By Vivian Salama and Camilla Hall

June 17 — An hour’s drive up the Persian Gulf coast from the glitzy hotels and skyscrapers of Dubai, a family feud is threatening to unsettle the United Arab Emirates.

The source of the spat is a power struggle between two sons of the ruler of Ras al-Khaimah, the last of seven states to join what is now the U.A.E. The elder, Sheikh Khalid bin Saqr al- Qassimi, who was stripped of the title of crown prince in 2003, alleges his younger half-brother and current heir, Sheikh Saud, helps foster trade with Iran.

“Any instability would be destabilizing for the whole of the U.A.E.,” said Christopher Davidson, a professor of Middle East studies at Durham University in the U.K. “Such instability would also open the door for further external interference, given its strategic location close to Iran.”

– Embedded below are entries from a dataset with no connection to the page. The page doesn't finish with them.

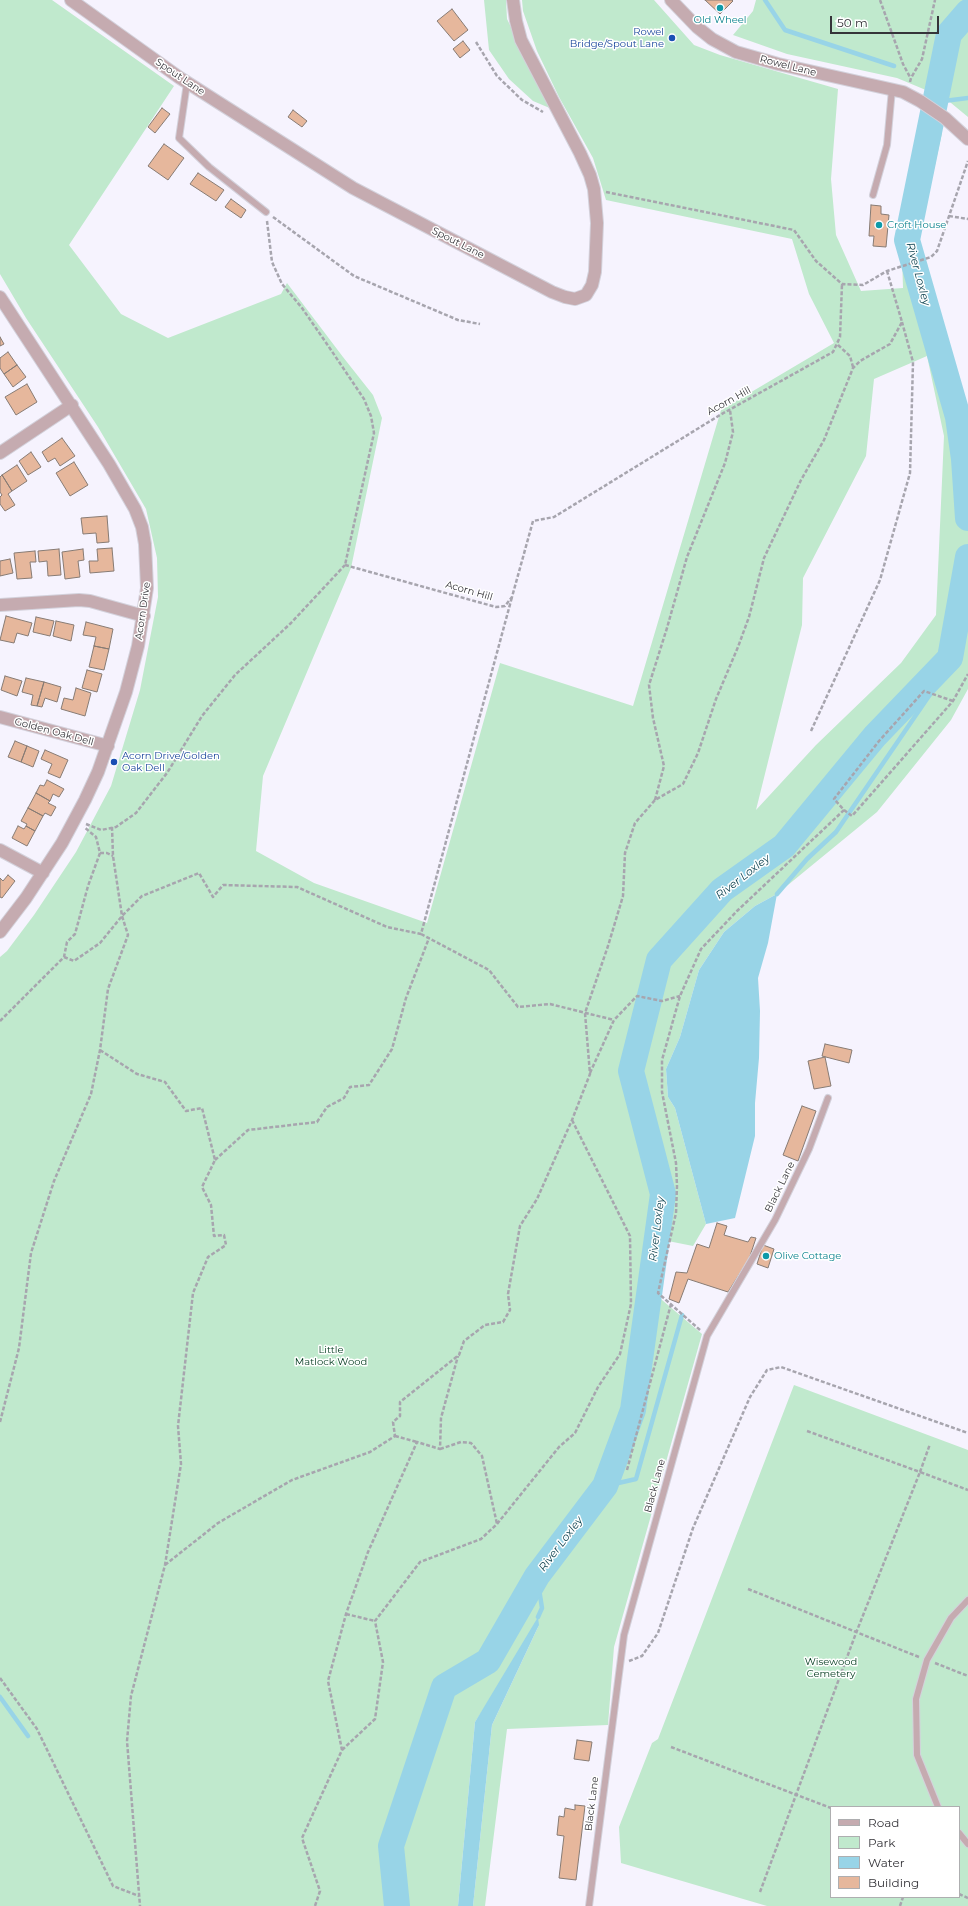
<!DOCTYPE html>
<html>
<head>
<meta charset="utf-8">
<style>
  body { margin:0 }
  #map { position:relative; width:968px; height:1906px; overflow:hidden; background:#f6f3fe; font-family:Montserrat,sans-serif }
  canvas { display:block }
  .legend { position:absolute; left:830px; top:1806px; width:130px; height:92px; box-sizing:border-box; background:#fff; border:1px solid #aeaeb0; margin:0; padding:5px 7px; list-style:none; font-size:12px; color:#353439 }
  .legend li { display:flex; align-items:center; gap:8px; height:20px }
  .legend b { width:20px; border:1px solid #aeaeb0 }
  .scale { position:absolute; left:830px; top:16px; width:109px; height:18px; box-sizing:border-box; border:2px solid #353439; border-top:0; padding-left:5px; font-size:12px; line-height:14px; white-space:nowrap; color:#353439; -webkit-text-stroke:3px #fff; paint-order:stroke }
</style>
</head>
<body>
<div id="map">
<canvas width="968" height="1906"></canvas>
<ul class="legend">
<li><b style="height:5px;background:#c5abb0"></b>Road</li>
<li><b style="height:11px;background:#c0e9cd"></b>Park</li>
<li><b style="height:11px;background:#98d4e7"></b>Water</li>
<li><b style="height:11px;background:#e6b79c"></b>Building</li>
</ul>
<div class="scale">50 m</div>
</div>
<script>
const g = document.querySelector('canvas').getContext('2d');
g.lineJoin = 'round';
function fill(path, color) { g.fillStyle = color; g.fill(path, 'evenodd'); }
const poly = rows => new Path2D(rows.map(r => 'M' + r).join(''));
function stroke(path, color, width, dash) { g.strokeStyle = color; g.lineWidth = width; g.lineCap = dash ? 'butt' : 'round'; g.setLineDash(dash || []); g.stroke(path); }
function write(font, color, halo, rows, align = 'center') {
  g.font = font + ' Montserrat,sans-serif'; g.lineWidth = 3; g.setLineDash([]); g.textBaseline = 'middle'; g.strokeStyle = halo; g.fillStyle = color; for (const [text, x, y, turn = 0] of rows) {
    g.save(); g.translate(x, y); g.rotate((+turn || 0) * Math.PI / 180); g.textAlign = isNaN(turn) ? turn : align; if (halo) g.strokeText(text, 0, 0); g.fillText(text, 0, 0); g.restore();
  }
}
fill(poly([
  [0,0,52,0,174,86,69,245,121,314,168,338,281,294,287,283,343,357,373,395,382,418,351,568,263,776,256,851,314,883,427,923,500,663,633,706,721,410,834,343,809,294,792,239,606,200,593,158,559,97,537,51,523,11,522,0,654,0,694,45,720,55,838,89,831,179,836,235,861,291,903,288,902,255,919,121,942,133,918,243,966,409,968,404,968,689,951,720,877,812,777,894,755,906,724,932,699,970,680,1037,666,1069,668,1097,675,1108,706,1224,693,1246,668,1241,655,1294,702,1334,614,1647,608,1725,507,1729,485,1906,473,1906,492,1725,539,1625,475,1722,458,1906,0,1906,0,957,7,951,34,915,76,852,111,786,140,690,158,597,157,558,146,509,98,427,26,318,0,274],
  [927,356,944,436,936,615,901,663,816,745,756,810,802,625,803,578,866,456,874,379],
  [484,0,506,0,507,19,552,109,533,101,509,79,489,50],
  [756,0,968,0,968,117,945,98,897,78,787,54,733,35,753,11],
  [794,1385,968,1450,968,1906,767,1906,621,1863,619,1827,652,1743,658,1739],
  [831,1807,959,1807,959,1897,831,1897]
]), '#c0e9cd');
fill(poly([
  [777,894,768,943,758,978,760,1011,759,1058,755,1103,755,1136,735,1218,706,1224,675,1108,668,1097,666,1069,680,1037,699,970,724,932,755,906],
  [538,1617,539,1625,492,1725,473,1906,458,1906,475,1722]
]), '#98d4e7');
stroke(poly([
  [765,0,785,30,894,66],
  [936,102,968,98],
  [777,894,807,859,836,832,931,693,930,678],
  [605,1486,636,1479,682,1315],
  [537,1576,542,1608,538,1617],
  [0,1697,28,1736]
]), '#98d4e7', 4.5);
stroke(poly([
  [968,12,949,34,907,240,958,417,964,459,968,518],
  [397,1906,391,1846,444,1687,488,1661,537,1576,605,1486,633,1410,663,1194,631,1071,659,960,722,890,784,846,875,736,950,658,968,557]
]), '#98d4e7', 26);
const building = poly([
  [705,0,732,0,733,1,720,14,705,0],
  [452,9,468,30,454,41,437,21,452,9],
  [463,41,470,50,460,58,453,49,463,41],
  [162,108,170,114,155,133,148,127,162,108],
  [293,110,307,121,302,127,288,117,293,110],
  [164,144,184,158,168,180,148,166,164,144],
  [198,173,224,190,216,201,190,184,198,173],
  [231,199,246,210,241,218,225,207,231,199],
  [871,205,881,206,881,214,889,215,886,247,873,246,874,236,869,236,871,205],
  [0,337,4,344,0,346,0,337],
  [8,352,17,365,4,374,0,368,0,358,8,352],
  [17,365,26,377,13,387,4,374,17,365],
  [27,384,37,402,16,415,5,397,27,384],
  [62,438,75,456,60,466,55,458,48,462,42,452,62,438],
  [31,452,41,467,28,475,19,461,31,452],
  [74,462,88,485,70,496,56,473,74,462],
  [17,465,27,481,12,491,2,475,17,465],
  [2,475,12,491,8,494,15,505,5,511,0,504,0,497,2,495,0,492,0,477,2,475],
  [107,516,109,542,97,543,96,533,83,534,81,518,107,516],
  [112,548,114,571,90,573,89,561,98,561,97,549,112,548],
  [59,549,61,575,48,576,47,561,39,562,38,551,59,549],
  [83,549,84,560,78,561,80,577,65,579,62,552,83,549],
  [35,551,36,562,30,562,32,578,17,579,14,553,35,551],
  [10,559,13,573,0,576,0,561,10,559],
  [6,616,32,623,28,636,17,633,14,643,0,640,6,616],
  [36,617,54,621,50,636,33,632,36,617],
  [56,621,74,625,71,641,53,636,56,621],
  [86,622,113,629,109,649,94,646,96,637,83,635,86,622],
  [94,646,109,649,104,670,89,667,94,646],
  [87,670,102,674,97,692,82,688,87,670],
  [5,676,22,681,17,696,1,690,5,676],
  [26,678,44,682,37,706,31,705,33,695,22,692,26,678],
  [44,682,61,687,57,702,45,698,42,707,37,706,44,682],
  [76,688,91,693,85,716,61,709,64,698,73,700,76,688],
  [15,741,27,746,21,762,8,757,15,741],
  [27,746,39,751,33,767,21,762,27,746],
  [45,750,68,760,60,778,48,773,52,764,41,759,45,750],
  [47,780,64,789,59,797,53,794,50,801,36,793,40,785,44,786,47,780],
  [36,793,50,801,48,803,56,807,51,816,45,813,43,816,28,808,36,793],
  [28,808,43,816,35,831,26,826,27,824,21,821,28,808],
  [18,826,24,829,26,826,35,831,27,846,12,838,18,826],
  [8,875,15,881,2,898,0,897,0,878,3,881,8,875],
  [825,1044,852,1050,849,1063,822,1056,825,1044],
  [825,1057,831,1086,814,1089,808,1061,825,1057],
  [802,1106,816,1111,798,1161,783,1155,802,1106],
  [717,1223,727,1226,724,1235,748,1242,751,1237,756,1238,749,1259,728,1292,688,1279,679,1303,669,1299,676,1272,687,1273,697,1244,709,1248,717,1223],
  [763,1245,774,1249,768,1268,757,1264,763,1245],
  [577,1740,592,1742,589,1761,574,1759,577,1740],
  [575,1805,585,1806,576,1880,559,1878,564,1836,557,1835,559,1816,564,1817,565,1808,575,1810,575,1805]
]);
fill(building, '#e6b79c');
stroke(building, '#877b74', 1);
const lane = poly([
  [187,83,179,138,209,167,266,212],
  [873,195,887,145,892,89],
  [938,1807,917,1755,916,1699,927,1660,951,1618,968,1600],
  [959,1833,968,1844],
  [589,1906,624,1635,707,1336,775,1220,809,1149,828,1098]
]);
const street = poly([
  [71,0,180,78,353,188,552,292,565,297,575,299,586,295,592,285,595,272,597,223,594,189,590,175,580,153,521,40,516,21,513,0],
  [671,0,697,27,712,39,736,52,778,64,903,92,920,101,945,118,968,139],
  [0,297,109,464,135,509,142,527,145,544,147,588,138,646,126,692,98,772,85,800,62,843,26,898,0,932],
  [0,453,72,405],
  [0,605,79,600,90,601,144,616],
  [0,717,108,746],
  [0,850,43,873]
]);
stroke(lane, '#d3d1db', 8);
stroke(street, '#d3d1db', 14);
stroke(poly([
  [880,0,903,64,910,77],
  [476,42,497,76,522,100,543,112],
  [910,82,911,78,922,59,935,0],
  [606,192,794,230,816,261,842,284,863,285,887,271,931,257,937,251,968,161],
  [949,216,968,219],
  [273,217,354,276,458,320,480,324],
  [267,221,272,262,282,284,302,308,329,347,364,399,371,416,374,433,345,565],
  [838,345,850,356,853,367],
  [345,565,496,607,505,606,512,597,533,521,554,517,720,415,833,352,840,337,842,284],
  [953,701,924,691,879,741,834,799,844,810,852,816,953,701,968,674],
  [811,731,880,580,910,473,913,362,902,322],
  [655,800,664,766,653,718,649,685,667,628,687,557,725,463,733,432,730,410],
  [86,824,101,830,116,827,136,813,167,773,202,716,235,675,291,623,345,565],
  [100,853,107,853,113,856],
  [421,934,489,970,518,1007,550,1004,614,1020],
  [64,957,74,961,100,943,122,916,142,896,199,873,213,897,223,885,297,887,387,927,421,934,512,597],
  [0,1021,64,957,67,942,75,934,88,886,100,853,96,837,84,827],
  [100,1050,137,1074,165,1082,186,1111,202,1108,215,1160,202,1187,211,1205,214,1236,224,1235,226,1245,208,1257,193,1293,178,1426,181,1464,165,1565,131,1696,127,1741,140,1906],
  [590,1073,614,1020,637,996,662,1001,680,996],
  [215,1160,248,1130,317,1122,327,1107,344,1098,350,1087,369,1085,392,1049,406,998,429,938],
  [700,1330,658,1293,676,1213,677,1186,676,1163,662,1092,662,1060,680,996,701,949,737,911,844,810],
  [0,1422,19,1348,31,1253,54,1181,91,1094,100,1050,108,989,128,935,122,916,113,856,112,827],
  [807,1431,920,1472,930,1444],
  [395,1436,417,1442],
  [440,1449,461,1442,471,1443,482,1456,497,1524],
  [627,1470,671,1304],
  [165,1565,218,1523,292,1480,370,1452,395,1436,393,1422,400,1416,400,1402,459,1355,464,1341,485,1325,503,1322,510,1310,508,1294,520,1226,537,1199,572,1120,590,1074,585,1013,608,946,623,896,625,853,635,823,655,800,683,784,698,753,716,699,738,647,749,617,764,558,801,480,824,440,853,368,860,361,890,344,902,322,887,271],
  [748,1589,919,1657],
  [346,1614,375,1621],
  [629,1661,642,1656,658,1633,693,1528,750,1397,767,1370,781,1367,968,1433],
  [935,1663,968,1676],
  [0,1678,37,1729,113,1886,139,1896],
  [671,1747,831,1808],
  [342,1750,375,1719,383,1662,375,1621,420,1562,481,1539,497,1524,559,1447,575,1433,598,1387,620,1354,631,1304,630,1236,572,1120],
  [760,1892,856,1633,920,1472,968,1490],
  [959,1894,968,1898],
  [315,1906,320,1891,302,1838,342,1750,328,1681,346,1614,368,1552,417,1442,440,1449,441,1418,458,1356],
  [900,1906,903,1897]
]), '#a7a5ae', 2.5, [4, 2]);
stroke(lane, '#c5abb0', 6);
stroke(street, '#c5abb0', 12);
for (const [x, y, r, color] of [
  [720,8,4,"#0f9aa8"],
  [672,38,4,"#1a4fb4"],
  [879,225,4,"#0f9aa8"],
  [114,762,4,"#1a4fb4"],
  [766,1256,4,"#0f9aa8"]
]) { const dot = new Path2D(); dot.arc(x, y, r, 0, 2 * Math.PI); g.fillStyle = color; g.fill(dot); stroke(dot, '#fff', 1.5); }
write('10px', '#0d838f', '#fff', [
  ["Old Wheel",720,20,"center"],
  ["Croft House",887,225],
  ["Olive Cottage",774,1256]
], 'left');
write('10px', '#164399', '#fff', [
  ["Rowel",664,32],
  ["Bridge/Spout Lane",664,44],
  ["Acorn Drive/Golden",122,756,"left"],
  ["Oak Dell",122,768,"left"]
], 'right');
write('10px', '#353439', '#fff', [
  ["Rowel Lane",788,66,14],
  ["Spout Lane",180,77,34],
  ["Spout Lane",458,243,27],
  ["Acorn Hill",729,401,-29],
  ["Acorn Hill",469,591,16],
  ["Acorn Drive",143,611,-82],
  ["Golden Oak Dell",54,732,15],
  ["Black Lane",780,1187,-64],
  ["Black Lane",655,1486,-75],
  ["Black Lane",592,1804,-83]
]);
write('10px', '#003a1d', '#fff', [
  ["Little",331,1350],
  ["Matlock Wood",331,1362],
  ["Wisewood",831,1662],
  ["Cemetery",831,1674]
]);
write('italic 11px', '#0e4350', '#fff', [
  ["River Loxley",918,274,75],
  ["River Loxley",743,877,-38],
  ["River Loxley",657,1229,-83],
  ["River Loxley",561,1544,-53]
]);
</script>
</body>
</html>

Ras al-Khaimah is 60 miles (97 kilometers) from Iran on the Strait of Hormuz, an artery for a fifth of the world’s oil supply. The U.A.E. is a key American ally in the Gulf and Sheikh Khalid’s allegations, rejected by Sheikh Saud, come as the U.S. and United Nations implement additional sanctions against Iran, broadening an arms embargo and toughening trade limits.

The U.S. and its allies suspect Iran’s nuclear program is aimed at building a bomb. Iran says it nuclear installations are for peaceful purposes.

Emirates’ Image

Ships from Dubai leave for Iran laden with consumer goods every day. Iran accounted for 7.5 percent of U.A.E. exports in 2008, according to the CIA World Factbook. Trade between the two countries exceeded $12 billion in the 12 months to March 20, 2008, the Iranian state-run Fars News Agency reported.

“The U.A.E. will be extremely keen not to create an image that they are trying to get around the trade sanctions,” said Amr Hamzawy, research director and senior associate of the Carnegie Middle East Center in Beirut.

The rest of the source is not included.